### ASSIGNMENT
Among the entries below, find every line that has "canvas" and pull it out.

### RECORDS FOR THIS EXERCISE
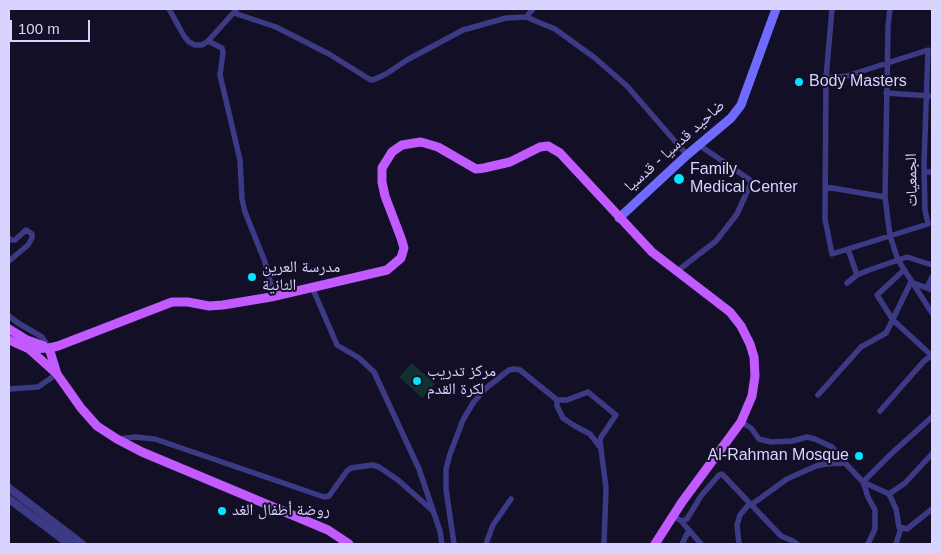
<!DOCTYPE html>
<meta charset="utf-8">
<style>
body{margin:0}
#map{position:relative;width:941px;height:553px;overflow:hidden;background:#130f26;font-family:Arial,sans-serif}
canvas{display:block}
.frame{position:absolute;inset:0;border:10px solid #d9d4ff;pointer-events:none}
.scale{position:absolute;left:10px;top:20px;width:80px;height:22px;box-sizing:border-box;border:2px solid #d9d4ff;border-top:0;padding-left:6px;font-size:15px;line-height:18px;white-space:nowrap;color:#d9d4ff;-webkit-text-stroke:4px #130f26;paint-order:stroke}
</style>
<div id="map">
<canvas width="941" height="553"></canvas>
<div class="frame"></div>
<div class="scale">100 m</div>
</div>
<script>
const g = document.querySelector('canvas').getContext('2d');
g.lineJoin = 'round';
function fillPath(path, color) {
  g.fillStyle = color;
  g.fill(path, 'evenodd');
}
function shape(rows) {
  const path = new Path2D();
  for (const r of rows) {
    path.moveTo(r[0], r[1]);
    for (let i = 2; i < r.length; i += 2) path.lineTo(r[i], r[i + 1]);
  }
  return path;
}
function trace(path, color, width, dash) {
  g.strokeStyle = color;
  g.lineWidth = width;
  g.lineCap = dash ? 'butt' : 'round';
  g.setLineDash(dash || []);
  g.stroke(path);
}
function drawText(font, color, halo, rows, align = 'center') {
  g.font = font + ' Arial,"Noto Naskh Arabic",sans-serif';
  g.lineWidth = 4;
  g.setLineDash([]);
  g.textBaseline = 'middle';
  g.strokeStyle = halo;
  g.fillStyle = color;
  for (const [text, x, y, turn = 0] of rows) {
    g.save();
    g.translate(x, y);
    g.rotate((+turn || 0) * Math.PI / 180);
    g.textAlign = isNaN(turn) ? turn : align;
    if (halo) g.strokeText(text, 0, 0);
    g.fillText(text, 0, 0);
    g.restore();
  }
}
fillPath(shape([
 [412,363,435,384,422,398,399,377]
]), '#12302f');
trace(shape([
 [169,9,184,36,189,42,195,45,202,45,208,41,237,9],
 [890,9,888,26,885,197,890,236,898,260,932,313],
 [234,13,276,27,329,54,369,79,373,80,386,74,407,60,463,30,506,18,526,17,555,29,595,58,627,86,687,155],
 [526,17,533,9],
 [208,41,222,48,223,53,220,75,240,160,242,199,245,212,265,262,274,296],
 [826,78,847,76,928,50,924,165,925,210,928,224,832,254,825,219,826,78,832,9],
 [886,93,932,96],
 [924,172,932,172],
 [826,187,885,197],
 [9,238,10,240,15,240,26,230,32,234,32,238,28,245,9,261],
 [848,249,857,275],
 [904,270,877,295,893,320,931,355],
 [676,272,716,241,737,214,751,183,750,180,699,145],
 [911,282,932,290],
 [847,283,857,275,869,270,907,257,932,265],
 [312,287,337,345,359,358,374,372,419,469,440,531,442,544],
 [927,287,932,277],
 [9,316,18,323,42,337,49,348],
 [9,389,38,387,57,374],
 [818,395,861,347,886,333,911,282],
 [557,400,557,406,563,418,573,425,590,434,600,447],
 [880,411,924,361,932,355],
 [741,422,751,428,759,439,771,442,792,441,807,437,815,439,832,447,845,463],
 [118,439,135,437,155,439,324,497,329,496,347,471,351,468,372,465,379,467,398,480,433,511],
 [863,482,889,494,905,483,932,454],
 [863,482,868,497,875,510,875,529,868,544],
 [889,494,896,509,899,527,907,529,932,509],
 [751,505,787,479,816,466,825,464,845,463,863,482,892,453,932,417],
 [674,516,681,521,701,544],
 [681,521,687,519,701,496,719,475,722,474,781,536,793,541,797,544],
 [454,544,446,489,446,469,450,454,463,420,473,403,485,389,509,370,514,369,520,370,557,400,567,400,588,392,616,415,601,437,600,441,606,488,604,544],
 [486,544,493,525,511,499],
 [682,544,689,530],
 [739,544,737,525,740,515,750,503],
 [896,544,901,528]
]), '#3d3a85', 5.5);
trace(shape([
 [9,488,82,544],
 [9,499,69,544]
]), '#3d3a85', 8);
trace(shape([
 [619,218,687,155,731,118,741,105,776,9]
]), '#6f6bff', 9);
trace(shape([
 [9,329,27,340,44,346],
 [9,340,29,349,49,348,58,346,172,302,188,302,209,306,223,305,271,297,387,270,401,258,404,248,401,238,385,196,382,182,382,168,392,152,402,145,421,142,438,147,476,169,484,168,510,162,540,147,548,146,560,153,652,252,730,312,741,326,750,344,754,357,755,376,752,396,741,422,682,502,655,544],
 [49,348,57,374],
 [29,349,57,374,81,408,97,426,117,439,142,452,328,530,349,544]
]), '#c25bff', 9);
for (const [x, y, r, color] of [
 [799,82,5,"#00e5ff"],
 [679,179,6,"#00e5ff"],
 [252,277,5,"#00e5ff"],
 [417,381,5,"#00e5ff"],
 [859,456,5,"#00e5ff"],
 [222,511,5,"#00e5ff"]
]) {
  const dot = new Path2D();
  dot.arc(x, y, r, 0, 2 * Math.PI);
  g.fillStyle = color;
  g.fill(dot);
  trace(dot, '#130f26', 2);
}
drawText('16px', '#d9d4ff', '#130f26', [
 ["Body Masters",809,82],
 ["Family",690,170],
 ["Medical Center",690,188],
 ["مدرسة العرين",262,268],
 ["الثانية",262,286],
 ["مركز تدريب",427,372],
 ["لكرة القدم",427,390],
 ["Al-Rahman Mosque",849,456,"right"],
 ["روضة أطفال الغد",232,511]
], 'left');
drawText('16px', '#d9d4ff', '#130f26', [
 ["ضاحيد قدسيا - قدسيا",675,146,-42],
 ["الجمعيات",912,180,-91]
]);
</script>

### SOLUTION
canvas{display:block}
<canvas width="941" height="553"></canvas>
const g = document.querySelector('canvas').getContext('2d');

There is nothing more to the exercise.